Chambres d'Agriculture : Un essai à transformer au niveau législatif et budgétaire ! »

APCA

« La Commission Européenne, dans le cadre de sa Communication rendue publique aujourd'hui, a dessiné les contours et les principes de la PAC à l'horizon 2020. Même si de nombreuses discussions s'en suivront, avec un rôle majeur qui incombe désormais au Parlement Européen aux côtés du Conseil des Ministres dans le cadre de la co-décision, le ton et l'ambition ont été donnés.
C'est bien une PAC forte, conjuguant agriculture, alimentation et territoires, qui a été annoncée : une PAC réhabilitant l'objectif de sécurité alimentaire au niveau européen et mondial, une PAC valorisant la contribution essentielle des agriculteurs pour une alimentation diversifiée et de qualité, le dynamisme des territoires, la préservation des ressources naturelles et la production d'énergies renouvelables.
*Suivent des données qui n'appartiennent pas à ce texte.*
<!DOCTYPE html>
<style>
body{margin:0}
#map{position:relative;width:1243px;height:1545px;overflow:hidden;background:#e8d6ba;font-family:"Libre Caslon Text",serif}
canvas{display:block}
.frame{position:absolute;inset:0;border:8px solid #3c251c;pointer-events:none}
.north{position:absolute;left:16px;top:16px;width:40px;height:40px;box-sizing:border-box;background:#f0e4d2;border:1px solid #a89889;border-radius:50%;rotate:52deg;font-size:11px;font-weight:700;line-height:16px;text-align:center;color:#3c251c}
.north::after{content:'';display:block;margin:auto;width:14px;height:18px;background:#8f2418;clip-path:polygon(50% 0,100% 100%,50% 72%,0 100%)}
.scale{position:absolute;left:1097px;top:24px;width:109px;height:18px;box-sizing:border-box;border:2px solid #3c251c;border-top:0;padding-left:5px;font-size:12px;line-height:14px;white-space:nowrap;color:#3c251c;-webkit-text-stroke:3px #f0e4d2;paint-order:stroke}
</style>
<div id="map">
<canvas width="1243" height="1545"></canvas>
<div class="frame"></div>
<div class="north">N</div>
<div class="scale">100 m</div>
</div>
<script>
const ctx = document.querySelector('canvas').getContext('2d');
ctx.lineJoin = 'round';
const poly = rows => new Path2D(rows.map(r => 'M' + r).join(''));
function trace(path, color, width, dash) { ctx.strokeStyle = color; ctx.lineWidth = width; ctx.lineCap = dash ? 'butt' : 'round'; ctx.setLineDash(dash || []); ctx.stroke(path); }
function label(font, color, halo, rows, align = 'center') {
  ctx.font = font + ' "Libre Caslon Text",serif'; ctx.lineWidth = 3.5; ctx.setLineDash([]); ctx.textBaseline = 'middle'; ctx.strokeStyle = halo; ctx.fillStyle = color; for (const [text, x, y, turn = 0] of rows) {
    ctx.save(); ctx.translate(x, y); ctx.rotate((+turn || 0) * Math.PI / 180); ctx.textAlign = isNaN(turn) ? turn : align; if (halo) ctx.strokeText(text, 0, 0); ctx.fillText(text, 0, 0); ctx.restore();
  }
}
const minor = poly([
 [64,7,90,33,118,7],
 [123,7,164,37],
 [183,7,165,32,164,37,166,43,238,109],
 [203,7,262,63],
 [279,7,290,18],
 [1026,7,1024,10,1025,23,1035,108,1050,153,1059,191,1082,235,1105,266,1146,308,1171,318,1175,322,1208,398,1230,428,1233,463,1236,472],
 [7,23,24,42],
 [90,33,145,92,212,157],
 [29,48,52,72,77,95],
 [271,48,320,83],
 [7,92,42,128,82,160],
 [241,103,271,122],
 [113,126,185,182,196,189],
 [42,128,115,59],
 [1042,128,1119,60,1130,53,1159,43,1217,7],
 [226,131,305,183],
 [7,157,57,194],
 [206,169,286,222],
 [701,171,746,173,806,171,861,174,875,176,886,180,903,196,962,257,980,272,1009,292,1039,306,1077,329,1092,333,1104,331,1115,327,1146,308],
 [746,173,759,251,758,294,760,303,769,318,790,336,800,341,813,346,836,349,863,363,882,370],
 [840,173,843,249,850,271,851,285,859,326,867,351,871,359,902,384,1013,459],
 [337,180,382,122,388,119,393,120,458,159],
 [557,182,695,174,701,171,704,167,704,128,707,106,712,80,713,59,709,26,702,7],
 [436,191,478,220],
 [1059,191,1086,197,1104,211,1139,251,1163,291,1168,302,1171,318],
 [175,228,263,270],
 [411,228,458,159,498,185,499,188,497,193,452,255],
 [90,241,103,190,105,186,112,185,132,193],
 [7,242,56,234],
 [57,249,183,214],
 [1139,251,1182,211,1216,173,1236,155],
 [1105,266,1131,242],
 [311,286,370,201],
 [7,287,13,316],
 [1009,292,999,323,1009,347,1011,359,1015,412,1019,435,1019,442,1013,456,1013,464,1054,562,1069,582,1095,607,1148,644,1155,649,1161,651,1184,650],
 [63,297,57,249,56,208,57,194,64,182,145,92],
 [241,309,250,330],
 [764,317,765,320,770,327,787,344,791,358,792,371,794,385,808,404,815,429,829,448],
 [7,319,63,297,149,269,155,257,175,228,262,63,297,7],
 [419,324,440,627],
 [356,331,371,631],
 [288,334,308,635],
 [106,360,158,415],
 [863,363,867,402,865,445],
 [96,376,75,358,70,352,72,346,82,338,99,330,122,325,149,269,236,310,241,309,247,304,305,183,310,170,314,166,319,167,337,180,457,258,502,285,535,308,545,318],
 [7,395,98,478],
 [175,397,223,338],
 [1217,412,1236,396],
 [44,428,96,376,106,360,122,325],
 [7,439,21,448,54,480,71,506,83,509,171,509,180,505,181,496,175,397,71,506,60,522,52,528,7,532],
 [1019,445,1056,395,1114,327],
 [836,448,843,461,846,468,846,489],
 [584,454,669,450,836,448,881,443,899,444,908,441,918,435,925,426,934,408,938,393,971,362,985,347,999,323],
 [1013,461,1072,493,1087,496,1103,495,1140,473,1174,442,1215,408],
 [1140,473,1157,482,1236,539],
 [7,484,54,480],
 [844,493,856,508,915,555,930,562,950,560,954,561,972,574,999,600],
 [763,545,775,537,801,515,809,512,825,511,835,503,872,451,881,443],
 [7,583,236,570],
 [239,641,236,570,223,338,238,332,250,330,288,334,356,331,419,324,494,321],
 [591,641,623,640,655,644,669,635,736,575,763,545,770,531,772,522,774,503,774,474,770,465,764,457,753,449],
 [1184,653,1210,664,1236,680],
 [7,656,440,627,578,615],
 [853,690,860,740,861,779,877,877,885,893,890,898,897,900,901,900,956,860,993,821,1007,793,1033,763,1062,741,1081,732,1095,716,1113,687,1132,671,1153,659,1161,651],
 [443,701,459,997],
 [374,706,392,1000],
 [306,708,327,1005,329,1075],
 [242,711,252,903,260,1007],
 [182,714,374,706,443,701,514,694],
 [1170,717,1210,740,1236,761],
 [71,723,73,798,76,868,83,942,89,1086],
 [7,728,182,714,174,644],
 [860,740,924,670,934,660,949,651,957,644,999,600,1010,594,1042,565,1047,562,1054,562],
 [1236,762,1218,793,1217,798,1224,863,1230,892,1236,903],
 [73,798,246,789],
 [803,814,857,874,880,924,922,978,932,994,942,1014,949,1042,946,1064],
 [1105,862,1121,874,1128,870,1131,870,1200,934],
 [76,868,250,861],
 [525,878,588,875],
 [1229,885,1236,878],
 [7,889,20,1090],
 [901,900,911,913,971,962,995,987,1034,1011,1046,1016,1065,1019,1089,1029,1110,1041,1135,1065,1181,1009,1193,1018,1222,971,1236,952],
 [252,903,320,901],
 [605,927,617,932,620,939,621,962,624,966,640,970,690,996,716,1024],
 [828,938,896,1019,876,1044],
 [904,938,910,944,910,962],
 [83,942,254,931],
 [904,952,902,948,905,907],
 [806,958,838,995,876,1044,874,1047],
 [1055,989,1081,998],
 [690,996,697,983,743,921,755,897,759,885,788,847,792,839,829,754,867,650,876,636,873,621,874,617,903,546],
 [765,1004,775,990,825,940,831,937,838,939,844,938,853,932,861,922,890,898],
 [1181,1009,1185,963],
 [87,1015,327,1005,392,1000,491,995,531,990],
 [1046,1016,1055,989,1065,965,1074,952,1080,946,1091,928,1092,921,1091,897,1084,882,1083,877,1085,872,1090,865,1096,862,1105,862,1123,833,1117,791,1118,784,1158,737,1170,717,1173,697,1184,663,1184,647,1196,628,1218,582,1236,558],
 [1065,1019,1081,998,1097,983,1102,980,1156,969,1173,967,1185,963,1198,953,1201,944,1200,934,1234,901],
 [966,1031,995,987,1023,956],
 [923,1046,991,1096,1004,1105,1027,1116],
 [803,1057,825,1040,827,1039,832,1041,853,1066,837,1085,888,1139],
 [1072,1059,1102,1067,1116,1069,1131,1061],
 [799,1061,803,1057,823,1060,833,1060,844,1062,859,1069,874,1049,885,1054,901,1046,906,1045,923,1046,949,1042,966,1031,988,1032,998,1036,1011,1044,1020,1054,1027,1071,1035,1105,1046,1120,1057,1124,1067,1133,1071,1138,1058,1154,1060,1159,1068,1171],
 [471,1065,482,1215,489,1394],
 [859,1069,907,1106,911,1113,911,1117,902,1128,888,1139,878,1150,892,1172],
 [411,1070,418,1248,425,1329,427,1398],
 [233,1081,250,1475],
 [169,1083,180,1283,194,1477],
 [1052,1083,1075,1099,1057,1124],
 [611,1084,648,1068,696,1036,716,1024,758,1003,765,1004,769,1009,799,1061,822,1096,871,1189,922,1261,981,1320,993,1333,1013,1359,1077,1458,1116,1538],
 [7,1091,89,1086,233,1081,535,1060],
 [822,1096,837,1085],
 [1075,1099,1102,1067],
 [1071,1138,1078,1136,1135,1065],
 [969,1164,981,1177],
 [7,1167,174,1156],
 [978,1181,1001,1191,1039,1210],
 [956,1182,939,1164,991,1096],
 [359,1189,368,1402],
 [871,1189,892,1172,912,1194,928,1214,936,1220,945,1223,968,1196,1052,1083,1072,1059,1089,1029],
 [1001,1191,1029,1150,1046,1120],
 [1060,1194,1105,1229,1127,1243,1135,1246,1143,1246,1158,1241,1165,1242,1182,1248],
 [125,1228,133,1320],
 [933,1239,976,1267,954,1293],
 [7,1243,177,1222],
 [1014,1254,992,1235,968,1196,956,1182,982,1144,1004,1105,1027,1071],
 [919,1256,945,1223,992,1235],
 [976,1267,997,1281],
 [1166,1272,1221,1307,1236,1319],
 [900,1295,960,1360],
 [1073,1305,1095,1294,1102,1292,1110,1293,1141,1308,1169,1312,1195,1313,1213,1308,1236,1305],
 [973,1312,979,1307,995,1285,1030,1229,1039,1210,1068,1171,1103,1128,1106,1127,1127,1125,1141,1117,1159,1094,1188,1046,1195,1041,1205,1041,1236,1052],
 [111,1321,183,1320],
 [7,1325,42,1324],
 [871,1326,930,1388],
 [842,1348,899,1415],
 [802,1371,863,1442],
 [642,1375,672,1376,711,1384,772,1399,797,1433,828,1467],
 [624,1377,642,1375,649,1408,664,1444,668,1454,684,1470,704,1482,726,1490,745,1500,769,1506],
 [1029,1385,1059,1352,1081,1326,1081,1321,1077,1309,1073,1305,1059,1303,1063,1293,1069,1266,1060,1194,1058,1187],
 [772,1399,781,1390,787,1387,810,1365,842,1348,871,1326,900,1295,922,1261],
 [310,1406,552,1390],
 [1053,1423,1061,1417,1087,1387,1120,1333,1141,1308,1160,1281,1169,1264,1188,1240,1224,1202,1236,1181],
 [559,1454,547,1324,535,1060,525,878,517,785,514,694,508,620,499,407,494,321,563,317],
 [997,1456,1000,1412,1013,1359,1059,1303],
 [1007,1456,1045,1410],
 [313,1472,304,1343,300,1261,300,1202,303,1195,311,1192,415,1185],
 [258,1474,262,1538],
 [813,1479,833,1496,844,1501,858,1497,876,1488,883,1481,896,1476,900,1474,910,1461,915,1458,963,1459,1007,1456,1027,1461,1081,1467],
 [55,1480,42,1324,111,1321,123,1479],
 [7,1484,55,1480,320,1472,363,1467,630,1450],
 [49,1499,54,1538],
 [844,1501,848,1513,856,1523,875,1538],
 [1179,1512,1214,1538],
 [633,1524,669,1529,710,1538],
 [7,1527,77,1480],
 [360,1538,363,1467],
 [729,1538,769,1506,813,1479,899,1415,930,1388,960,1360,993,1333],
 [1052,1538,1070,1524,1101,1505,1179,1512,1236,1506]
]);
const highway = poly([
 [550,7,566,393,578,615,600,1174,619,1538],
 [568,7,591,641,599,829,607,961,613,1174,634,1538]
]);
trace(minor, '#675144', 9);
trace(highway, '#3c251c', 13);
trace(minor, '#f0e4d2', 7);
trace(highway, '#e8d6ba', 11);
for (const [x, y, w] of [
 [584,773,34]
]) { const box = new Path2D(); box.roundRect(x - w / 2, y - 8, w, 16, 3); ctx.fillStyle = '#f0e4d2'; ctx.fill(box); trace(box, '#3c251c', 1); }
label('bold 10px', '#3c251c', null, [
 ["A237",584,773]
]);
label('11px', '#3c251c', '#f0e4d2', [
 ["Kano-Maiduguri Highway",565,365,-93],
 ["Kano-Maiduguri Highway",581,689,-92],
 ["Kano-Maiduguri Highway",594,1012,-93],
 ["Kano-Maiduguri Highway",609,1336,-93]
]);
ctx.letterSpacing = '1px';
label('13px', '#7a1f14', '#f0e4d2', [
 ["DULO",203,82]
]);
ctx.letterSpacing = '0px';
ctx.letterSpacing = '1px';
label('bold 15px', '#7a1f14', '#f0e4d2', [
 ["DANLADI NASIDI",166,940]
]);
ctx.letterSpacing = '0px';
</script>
Au delà des objectifs, les principes avancés pour les instruments permettent d'identifier des inflexions :

- un coup d'arrêt annoncé du démantèlement des outils de régulation que nous avons subi lors des 20 dernières années, avec la référence à la notion de filets de sécurité et le développement des politiques contractuelles au sein des filières. Toutefois, ces outils devront être renforcés et les filets de sécurité, généralisés à toutes les productions.

- une rénovation du fondement des paiements directs, juste contre-partie du haut niveau d'exigences que nous souhaitons pour notre agriculture. Elle s'accompagne de la fin de l'opposition stérile entre 1er et 2e piliers, entre économie et environnement. Au delà, il est essentiel pour nous de procéder à une harmonisation sans faille des normes au niveau européen. Sans cela, nous ne pourrons ni garantir une même qualité de notre alimentation en
Europe, ni envisager une performance durable tout au long de la chaîne alimentaire, ni même imaginer une quelconque simplification que tous les agriculteurs appellent de leurs voeux,

- un élargissement de la palette des outils liés au développement rural, qui tout en
confirmant l'importance de la politique de handicaps naturels, conforte la place des agriculteurs dans l'innovation pour nourrir la dynamique d'amélioration continue des pratiques agricoles et les projets de filières territorialisées et vertes.
Il s'agit désormais que les instruments soient mis en oeuvre et que le budget suive !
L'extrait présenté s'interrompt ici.